AVAILABLE DATA.
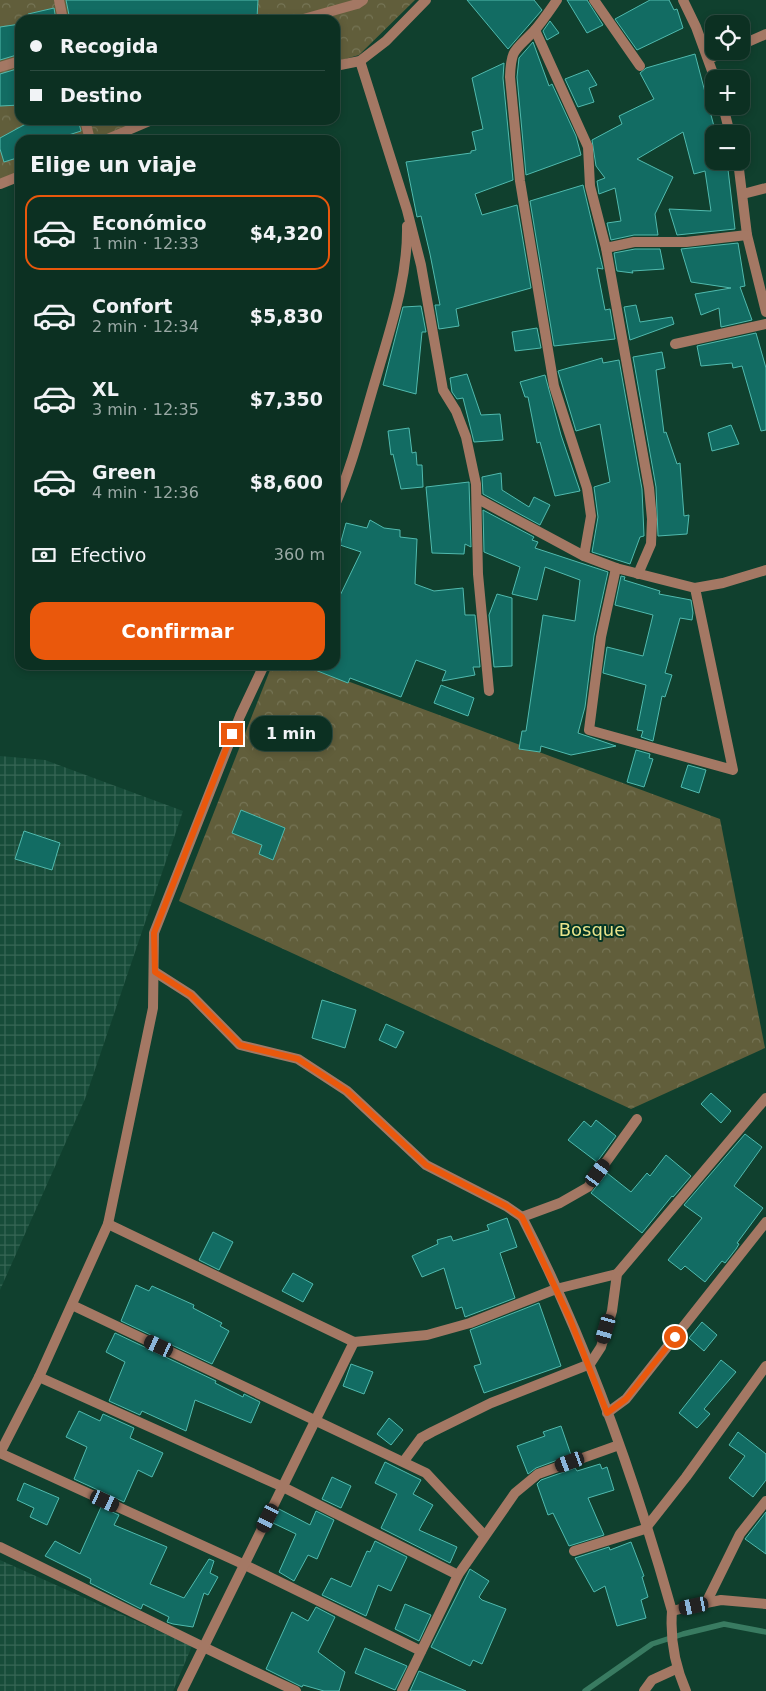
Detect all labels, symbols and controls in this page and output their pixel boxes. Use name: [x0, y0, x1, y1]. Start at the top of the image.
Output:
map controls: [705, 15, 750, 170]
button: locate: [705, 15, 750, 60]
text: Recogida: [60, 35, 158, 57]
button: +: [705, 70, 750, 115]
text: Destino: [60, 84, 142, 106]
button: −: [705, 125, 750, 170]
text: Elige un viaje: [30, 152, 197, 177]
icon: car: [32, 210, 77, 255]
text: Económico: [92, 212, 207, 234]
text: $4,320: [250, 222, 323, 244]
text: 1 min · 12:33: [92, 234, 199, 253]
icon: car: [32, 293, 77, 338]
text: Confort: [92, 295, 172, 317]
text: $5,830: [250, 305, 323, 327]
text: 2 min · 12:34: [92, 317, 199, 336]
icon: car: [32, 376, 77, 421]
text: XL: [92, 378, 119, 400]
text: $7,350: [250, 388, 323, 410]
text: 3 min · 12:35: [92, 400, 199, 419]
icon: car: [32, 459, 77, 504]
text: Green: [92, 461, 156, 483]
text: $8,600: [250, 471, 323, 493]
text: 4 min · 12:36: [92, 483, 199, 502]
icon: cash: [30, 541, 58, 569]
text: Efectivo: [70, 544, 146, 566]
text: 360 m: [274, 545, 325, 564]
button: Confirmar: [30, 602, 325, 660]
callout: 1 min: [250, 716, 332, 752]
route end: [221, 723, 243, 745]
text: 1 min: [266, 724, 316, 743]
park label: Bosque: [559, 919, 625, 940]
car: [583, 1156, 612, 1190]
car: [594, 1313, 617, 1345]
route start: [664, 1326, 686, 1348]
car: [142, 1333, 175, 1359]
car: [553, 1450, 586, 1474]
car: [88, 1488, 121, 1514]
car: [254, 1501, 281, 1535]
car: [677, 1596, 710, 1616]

WHAT THIS TASK INVOLVES.
Please restate each entry exactly, but drop any picture it holds.

RESULT OF THIS TASK.
Detect all labels, symbols and controls in this page and output their pixel boxes. Use name: [x0, y0, x1, y1]. Start at the top of the image.
Output:
map controls: [705, 15, 750, 170]
button: locate: [705, 15, 750, 60]
text: Recogida: [60, 35, 158, 57]
button: +: [705, 70, 750, 115]
text: Destino: [60, 84, 142, 106]
button: −: [705, 125, 750, 170]
text: Elige un viaje: [30, 152, 197, 177]
icon: car: [32, 210, 77, 255]
text: Económico: [92, 212, 207, 234]
text: $4,320: [250, 222, 323, 244]
text: 1 min · 12:33: [92, 234, 199, 253]
icon: car: [32, 293, 77, 338]
text: Confort: [92, 295, 172, 317]
text: $5,830: [250, 305, 323, 327]
text: 2 min · 12:34: [92, 317, 199, 336]
icon: car: [32, 376, 77, 421]
text: XL: [92, 378, 119, 400]
text: $7,350: [250, 388, 323, 410]
text: 3 min · 12:35: [92, 400, 199, 419]
icon: car: [32, 459, 77, 504]
text: Green: [92, 461, 156, 483]
text: $8,600: [250, 471, 323, 493]
text: 4 min · 12:36: [92, 483, 199, 502]
icon: cash: [30, 541, 58, 569]
text: Efectivo: [70, 544, 146, 566]
text: 360 m: [274, 545, 325, 564]
button: Confirmar: [30, 602, 325, 660]
callout: 1 min: [250, 716, 332, 752]
route end: [221, 723, 243, 745]
text: 1 min: [266, 724, 316, 743]
park label: Bosque: [559, 919, 625, 940]
car: [583, 1156, 612, 1190]
car: [594, 1313, 617, 1345]
route start: [664, 1326, 686, 1348]
car: [142, 1333, 175, 1359]
car: [553, 1450, 586, 1474]
car: [88, 1488, 121, 1514]
car: [254, 1501, 281, 1535]
car: [677, 1596, 710, 1616]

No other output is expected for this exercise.